*Given entries:*

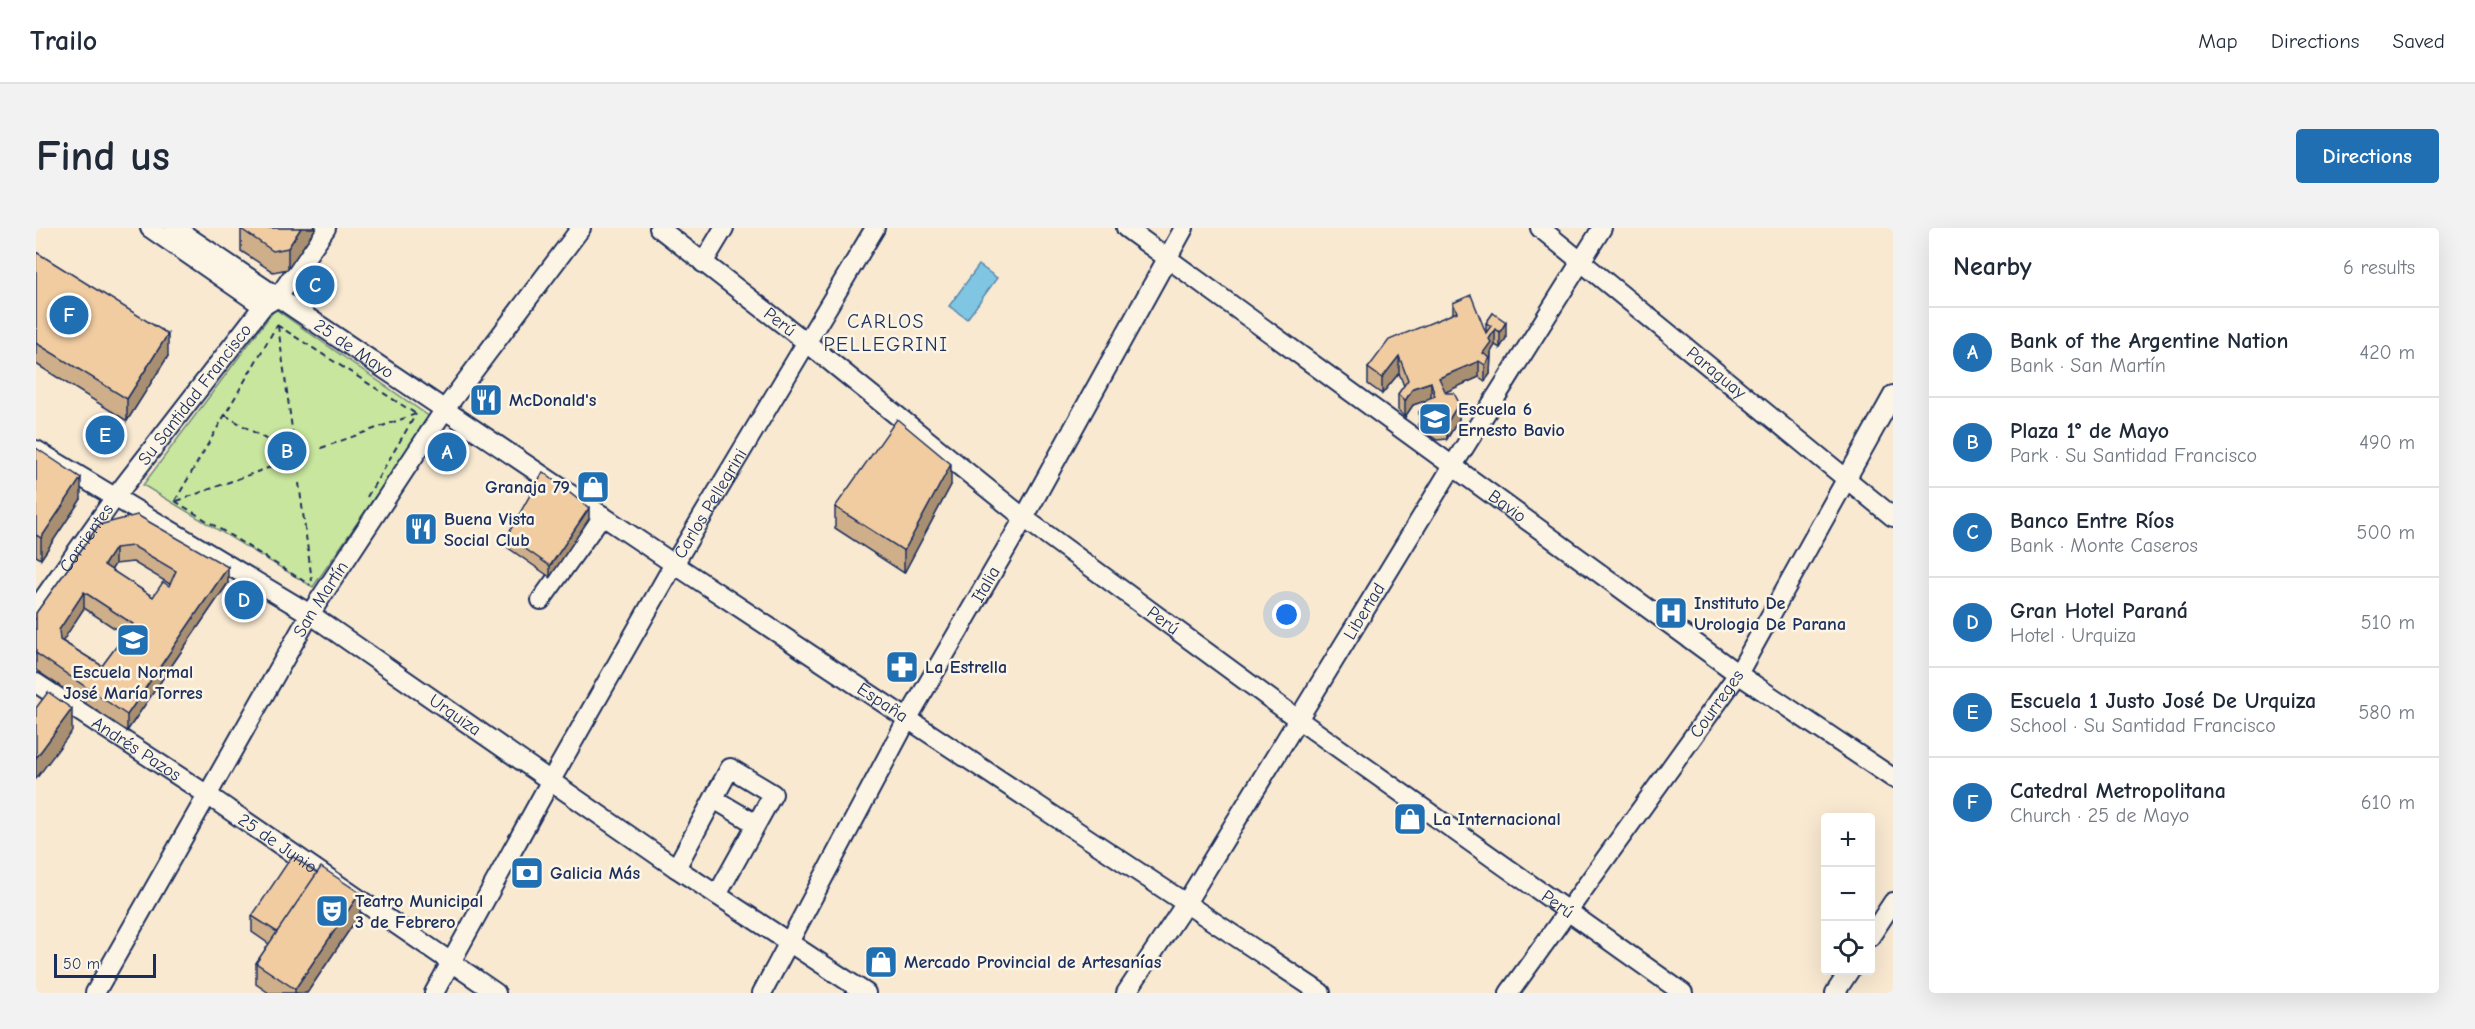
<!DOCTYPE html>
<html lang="en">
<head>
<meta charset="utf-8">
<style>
  body { margin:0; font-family:"Comic Neue",sans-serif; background:#f2f2f3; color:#1f2937 }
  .controls { position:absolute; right:18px; bottom:18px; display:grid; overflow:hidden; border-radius:6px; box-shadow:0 6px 24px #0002 }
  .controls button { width:54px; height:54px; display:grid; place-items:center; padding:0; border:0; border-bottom:2px solid #e0e1e3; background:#fff; color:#1f2937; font:30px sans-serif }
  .scale { position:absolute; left:18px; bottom:15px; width:102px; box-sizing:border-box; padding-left:6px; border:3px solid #1b2f5e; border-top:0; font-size:16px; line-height:21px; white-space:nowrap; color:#1b2f5e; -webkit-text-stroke:4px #fcf5e5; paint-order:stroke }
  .you { position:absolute; left:1251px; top:387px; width:21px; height:21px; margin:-15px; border:4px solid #fff; border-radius:50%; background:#1a73e8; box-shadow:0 0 0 9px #1a73e833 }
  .badge { display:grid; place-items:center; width:39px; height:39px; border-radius:50%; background:#1f6fb2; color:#fff; font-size:20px; font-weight:700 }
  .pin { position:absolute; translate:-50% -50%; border:3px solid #fff; box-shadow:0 2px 6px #0006 }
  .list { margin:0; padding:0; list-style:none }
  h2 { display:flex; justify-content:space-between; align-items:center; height:78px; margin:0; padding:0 24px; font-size:26px }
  h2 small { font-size:20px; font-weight:400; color:#747a83 }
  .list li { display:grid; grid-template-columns:39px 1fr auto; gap:18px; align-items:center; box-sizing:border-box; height:90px; padding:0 24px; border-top:2px solid #e0e1e3 }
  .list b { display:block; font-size:22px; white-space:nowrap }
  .list p { margin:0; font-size:20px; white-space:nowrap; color:#747a83 }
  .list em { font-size:20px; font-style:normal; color:#747a83 }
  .icon { flex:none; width:33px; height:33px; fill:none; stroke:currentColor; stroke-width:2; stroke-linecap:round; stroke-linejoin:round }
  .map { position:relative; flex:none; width:1857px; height:765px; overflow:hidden; border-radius:6px }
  header { display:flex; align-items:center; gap:36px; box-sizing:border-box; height:84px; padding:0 30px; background:#fff; border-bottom:2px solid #e0e1e3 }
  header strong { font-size:28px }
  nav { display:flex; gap:33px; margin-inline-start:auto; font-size:21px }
  .intro { display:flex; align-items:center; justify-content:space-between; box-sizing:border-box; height:144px; padding:0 36px }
  h1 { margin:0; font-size:42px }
  .button { padding:15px 27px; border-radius:6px; background:#1f6fb2; color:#fff; font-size:21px; font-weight:700 }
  main { display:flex; gap:36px; padding:0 36px }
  aside { flex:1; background:#fff; border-radius:6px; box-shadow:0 6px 24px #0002 }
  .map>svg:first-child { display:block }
  .green { fill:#c8e69d; stroke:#728a7e; stroke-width:1.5 }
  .water { fill:#80c5e1; stroke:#5889ad; stroke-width:1.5 }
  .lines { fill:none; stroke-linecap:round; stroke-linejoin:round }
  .minor-casing { stroke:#1b2f5e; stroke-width:22 }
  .path { stroke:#1b2f5e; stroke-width:2; stroke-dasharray:6 4.5; stroke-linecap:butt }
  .minor { stroke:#fcf5e5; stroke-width:18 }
  .wall { fill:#cfaf8a; stroke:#1b2f5e; stroke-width:1.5; fill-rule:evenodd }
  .shaded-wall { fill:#a98f71; stroke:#1b2f5e; stroke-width:1.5 }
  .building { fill:#f1cca1; stroke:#1b2f5e; stroke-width:1.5; fill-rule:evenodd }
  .labels { text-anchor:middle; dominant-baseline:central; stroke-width:5; stroke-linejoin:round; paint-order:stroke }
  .street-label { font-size:18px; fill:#1b2f5e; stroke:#fcf5e5 }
  .poi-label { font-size:18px; font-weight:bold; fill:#1b2f5e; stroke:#fcf5e5; text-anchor:start }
  .neighbourhood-label { font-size:20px; letter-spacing:1.5px; fill:#1b2f5e; stroke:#fcf5e5 }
</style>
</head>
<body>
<header>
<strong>Trailo</strong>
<nav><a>Map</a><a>Directions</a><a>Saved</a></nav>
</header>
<div class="intro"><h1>Find us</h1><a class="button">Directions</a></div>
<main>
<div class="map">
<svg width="1857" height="765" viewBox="0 0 1857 765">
  <rect width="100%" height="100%" fill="#f9e9d1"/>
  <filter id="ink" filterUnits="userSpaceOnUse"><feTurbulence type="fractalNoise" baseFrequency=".0167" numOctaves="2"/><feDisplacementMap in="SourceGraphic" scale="12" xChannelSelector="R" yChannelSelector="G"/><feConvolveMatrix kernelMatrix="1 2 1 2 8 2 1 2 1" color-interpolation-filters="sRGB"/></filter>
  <g filter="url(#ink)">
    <path class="green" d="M239,81L394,189L277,359L107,257Z"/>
    <path class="water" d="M943,37L961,50L931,91L913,78Z"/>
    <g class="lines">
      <g class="minor-casing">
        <g id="minor">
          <path d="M114,0L227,78"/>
          <path id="s1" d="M139,0L638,336L1285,765"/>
          <path id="s2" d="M623,0L770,114L988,290L1263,492L1647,765"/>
          <path id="s3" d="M1090,0L1702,446L1857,550"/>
          <path id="s4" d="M1504,0L1857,289"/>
          <path d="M667,35L688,0"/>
          <path id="s5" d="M0,222L274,386L640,640L830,765"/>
          <path d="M505,372L566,287"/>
          <path id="s6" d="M0,381L80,268L227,78L242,69L290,0"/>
          <path id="s7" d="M0,455L170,566L460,765"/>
          <path d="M678,571L720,596"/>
          <path d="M640,640L694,540L737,566L681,667"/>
          <path d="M1834,709L1857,674"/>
          <path id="s8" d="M59,765L274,386L409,181L545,0"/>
          <path id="s9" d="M398,765L514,554L638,336L839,0"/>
          <path id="s10" d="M726,765L872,490L988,290L1148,0"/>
          <path id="s11" d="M1090,765L1150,675L1416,239L1566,0"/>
          <path id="s12" d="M1473,765L1702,446L1857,167"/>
          <path d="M1799,765L1814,742"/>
        </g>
      </g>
      <path class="path" d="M241,97L380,186
        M242,98L257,208
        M189,187L243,219
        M285,220L380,186
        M263,255L276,353
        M331,269L380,186
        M139,273L241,97
        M139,273L274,357
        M141,273L240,237"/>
      <use href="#minor" class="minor"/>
    </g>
    <path class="wall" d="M280,0L252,41L237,44L205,23V1Z
      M0,24L132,128L91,193L0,136Z
      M1417,75L1450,105V95L1457,85L1470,110L1464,120L1459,117L1455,124L1454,146L1449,153L1443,149L1409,164L1423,191L1411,211L1401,212L1383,200V184L1390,172L1377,177L1369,189L1362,182V166L1368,158L1363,145L1346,166L1332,156V140L1417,86Z
      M0,220L45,271L5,331L0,328Z
      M915,257L868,345L799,300V279Z
      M553,291L514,349L471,319V308Z
      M63,297L192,355L91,503L0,442V385ZM97,334L134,356L133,358L117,369L75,342L79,336ZM48,380L89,407L66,438L26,413Z
      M324,686L271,765H233L220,756V735L233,716L216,704V688Z"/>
    <path class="shaded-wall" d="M265,0H280L252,41V20Z
      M1470,94V110L1464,120V104Z
      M1459,101V117L1455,124L1454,146L1449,153V137L1447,125L1453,111Z
      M132,106V128L91,193V171Z
      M1363,128V145L1346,166V150Z
      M1443,133V149L1403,167V150Z
      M1395,154V171L1377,177L1369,189V173L1377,160Z
      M1423,175V191L1411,211V195Z
      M915,236V257L868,345V323Z
      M45,250V271L5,331V310Z
      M553,280V291L514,349V338Z
      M79,320V336L68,354V337Z
      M192,339V355L91,503V487Z
      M48,364V380L23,419V402Z
      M36,481V503L0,551V530Z
      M324,665V686L271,765H259V761Z"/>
    <path class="building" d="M206,0H265L252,20L237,23L205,1Z
      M0,24L132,106L91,171L0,115Z
      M1435,67L1450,105L1455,98L1450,95L1457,85L1470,94L1464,104L1459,101L1453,111L1455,114L1447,125L1454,130L1449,137L1443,133L1403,150L1410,165H1418L1423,175L1411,195L1401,196L1383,184L1391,171L1399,168L1395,154L1377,160L1369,173L1362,166L1372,152L1363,128L1346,150L1332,140L1353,112L1421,84L1417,75Z
      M861,191L915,236L868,323L799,279Z
      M0,220L45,250L5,310L0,307Z
      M507,244L553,280L514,338L471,308Z
      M101,287L192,339L91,487L0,425V385L63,297ZM97,318L140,343L133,358L127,354L117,369L68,337L79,320ZM48,364L97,396L66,438L24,412L23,402Z
      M12,464L36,481L0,530V480Z
      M256,628L281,645L241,704L216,688Z
      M285,639L324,665L259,761L220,735Z"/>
  </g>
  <defs>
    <g id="restaurant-square" transform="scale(1.725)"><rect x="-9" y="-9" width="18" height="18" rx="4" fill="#1f6fb2" stroke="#fcf5e5"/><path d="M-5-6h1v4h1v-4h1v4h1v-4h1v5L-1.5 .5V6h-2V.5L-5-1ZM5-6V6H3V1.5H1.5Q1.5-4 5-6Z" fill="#fff"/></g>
    <g id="school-square" transform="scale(1.725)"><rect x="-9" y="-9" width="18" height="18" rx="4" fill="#1f6fb2" stroke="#fcf5e5"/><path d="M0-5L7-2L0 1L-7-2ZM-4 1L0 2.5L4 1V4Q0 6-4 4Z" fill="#fff"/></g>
    <g id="shop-square" transform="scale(1.725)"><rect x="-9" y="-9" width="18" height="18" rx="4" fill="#1f6fb2" stroke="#fcf5e5"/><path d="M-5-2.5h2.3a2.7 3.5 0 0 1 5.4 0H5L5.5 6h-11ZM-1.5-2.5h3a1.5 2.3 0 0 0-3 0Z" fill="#fff"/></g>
    <g id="hospital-square" transform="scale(1.725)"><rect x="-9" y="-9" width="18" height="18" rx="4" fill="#1f6fb2" stroke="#fcf5e5"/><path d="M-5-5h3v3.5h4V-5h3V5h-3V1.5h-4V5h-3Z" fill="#fff"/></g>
    <g id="pharmacy-square" transform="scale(1.725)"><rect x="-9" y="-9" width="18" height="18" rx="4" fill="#1f6fb2" stroke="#fcf5e5"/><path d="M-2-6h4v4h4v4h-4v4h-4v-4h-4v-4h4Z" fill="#fff"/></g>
    <g id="bank-square" transform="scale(1.725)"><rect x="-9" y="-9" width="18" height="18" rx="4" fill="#1f6fb2" stroke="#fcf5e5"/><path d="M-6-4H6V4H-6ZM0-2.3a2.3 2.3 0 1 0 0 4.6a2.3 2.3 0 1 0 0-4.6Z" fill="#fff"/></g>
    <g id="theatre-square" transform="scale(1.725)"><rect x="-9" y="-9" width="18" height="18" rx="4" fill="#1f6fb2" stroke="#fcf5e5"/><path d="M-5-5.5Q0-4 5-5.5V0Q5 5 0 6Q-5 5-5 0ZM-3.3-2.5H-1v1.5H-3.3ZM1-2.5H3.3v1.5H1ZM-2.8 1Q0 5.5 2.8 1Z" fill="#fff"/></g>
  </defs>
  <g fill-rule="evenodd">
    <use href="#restaurant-square" x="450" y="172"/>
    <use href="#school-square" x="1399" y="191"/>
    <use href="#shop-square" x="557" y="259"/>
    <use href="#restaurant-square" x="385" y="301"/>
    <use href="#hospital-square" x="1635" y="385"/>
    <use href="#school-square" x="97" y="412"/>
    <use href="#pharmacy-square" x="866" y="439"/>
    <use href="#shop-square" x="1374" y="591"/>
    <use href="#bank-square" x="491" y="645"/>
    <use href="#theatre-square" x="296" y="683"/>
    <use href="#shop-square" x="845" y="734"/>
  </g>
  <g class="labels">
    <g class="street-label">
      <text stroke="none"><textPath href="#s2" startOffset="153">Perú</textPath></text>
      <text stroke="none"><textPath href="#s1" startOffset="216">25 de Mayo</textPath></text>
      <text stroke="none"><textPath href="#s4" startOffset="228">Paraguay</textPath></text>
      <text stroke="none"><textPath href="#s6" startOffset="267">Su Santidad Francisco</textPath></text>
      <text stroke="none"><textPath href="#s9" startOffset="562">Carlos Pellegrini</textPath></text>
      <text stroke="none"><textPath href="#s3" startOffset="472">Bavio</textPath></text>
      <text stroke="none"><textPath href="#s6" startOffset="87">Corrientes</textPath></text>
      <text stroke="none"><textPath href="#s10" startOffset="466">Italia</textPath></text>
      <text stroke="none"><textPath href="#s8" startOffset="454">San Martín</textPath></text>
      <text stroke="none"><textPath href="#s11" startOffset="450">Libertad</textPath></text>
      <text stroke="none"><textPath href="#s2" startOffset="639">Perú</textPath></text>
      <text stroke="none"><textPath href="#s1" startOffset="852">España</textPath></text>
      <text stroke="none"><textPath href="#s12" startOffset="356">Courreges</textPath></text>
      <text stroke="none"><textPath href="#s5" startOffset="496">Urquiza</textPath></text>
      <text stroke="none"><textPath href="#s7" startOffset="120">Andrés Pazos</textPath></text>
      <text stroke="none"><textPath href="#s7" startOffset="290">25 de Junio</textPath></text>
      <text stroke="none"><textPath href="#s2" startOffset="1125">Perú</textPath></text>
    </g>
    <g class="poi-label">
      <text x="473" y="172">McDonald's</text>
      <text x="1422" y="181">Escuela 6<tspan x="1422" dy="21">Ernesto Bavio</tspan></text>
      <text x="534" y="259" text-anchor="end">Granaja 79</text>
      <text x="408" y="291">Buena Vista<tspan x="408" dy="21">Social Club</tspan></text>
      <text x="1658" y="375">Instituto De<tspan x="1658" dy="21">Urologia De Parana</tspan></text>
      <text x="889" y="439">La Estrella</text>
      <text x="97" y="444" text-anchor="middle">Escuela Normal<tspan x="97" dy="21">José María Torres</tspan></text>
      <text x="1397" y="591">La Internacional</text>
      <text x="514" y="645">Galicia Más</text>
      <text x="319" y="673">Teatro Municipal<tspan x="319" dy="21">3 de Febrero</tspan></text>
      <text x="868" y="734">Mercado Provincial de Artesanías</text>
    </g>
    <g class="neighbourhood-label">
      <text x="850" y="93">CARLOS<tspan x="850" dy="23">PELLEGRINI</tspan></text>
    </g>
  </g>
</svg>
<div class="controls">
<button>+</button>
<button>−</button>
<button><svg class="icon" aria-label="locate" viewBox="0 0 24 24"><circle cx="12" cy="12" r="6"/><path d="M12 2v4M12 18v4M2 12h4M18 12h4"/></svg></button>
</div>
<div class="scale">50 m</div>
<div class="you"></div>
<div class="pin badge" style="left:411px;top:224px">A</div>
<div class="pin badge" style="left:251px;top:223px">B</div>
<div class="pin badge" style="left:279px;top:57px">C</div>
<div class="pin badge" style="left:208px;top:372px">D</div>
<div class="pin badge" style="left:69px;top:207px">E</div>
<div class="pin badge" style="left:33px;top:87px">F</div>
</div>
<aside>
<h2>Nearby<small>6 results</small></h2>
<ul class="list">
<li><span class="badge">A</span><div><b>Bank of the Argentine Nation</b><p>Bank · San Martín</p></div><em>420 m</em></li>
<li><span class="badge">B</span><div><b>Plaza 1° de Mayo</b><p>Park · Su Santidad Francisco</p></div><em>490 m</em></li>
<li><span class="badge">C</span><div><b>Banco Entre Ríos</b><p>Bank · Monte Caseros</p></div><em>500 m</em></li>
<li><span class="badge">D</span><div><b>Gran Hotel Paraná</b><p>Hotel · Urquiza</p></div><em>510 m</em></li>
<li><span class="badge">E</span><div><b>Escuela 1 Justo José De Urquiza</b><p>School · Su Santidad Francisco</p></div><em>580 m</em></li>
<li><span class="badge">F</span><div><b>Catedral Metropolitana</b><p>Church · 25 de Mayo</p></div><em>610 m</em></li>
</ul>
</aside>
</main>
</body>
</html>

*Task instructions:* Return word for word the lines above from the line with "font-size:20px; font-style:normal; color:#747a83" to the line with "flex:none; width:33px; height:33px;", including both and leaving out all others.

*Answer space:*
  .list em { font-size:20px; font-style:normal; color:#747a83 }
  .icon { flex:none; width:33px; height:33px; fill:none; stroke:currentColor; stroke-width:2; stroke-linecap:round; stroke-linejoin:round }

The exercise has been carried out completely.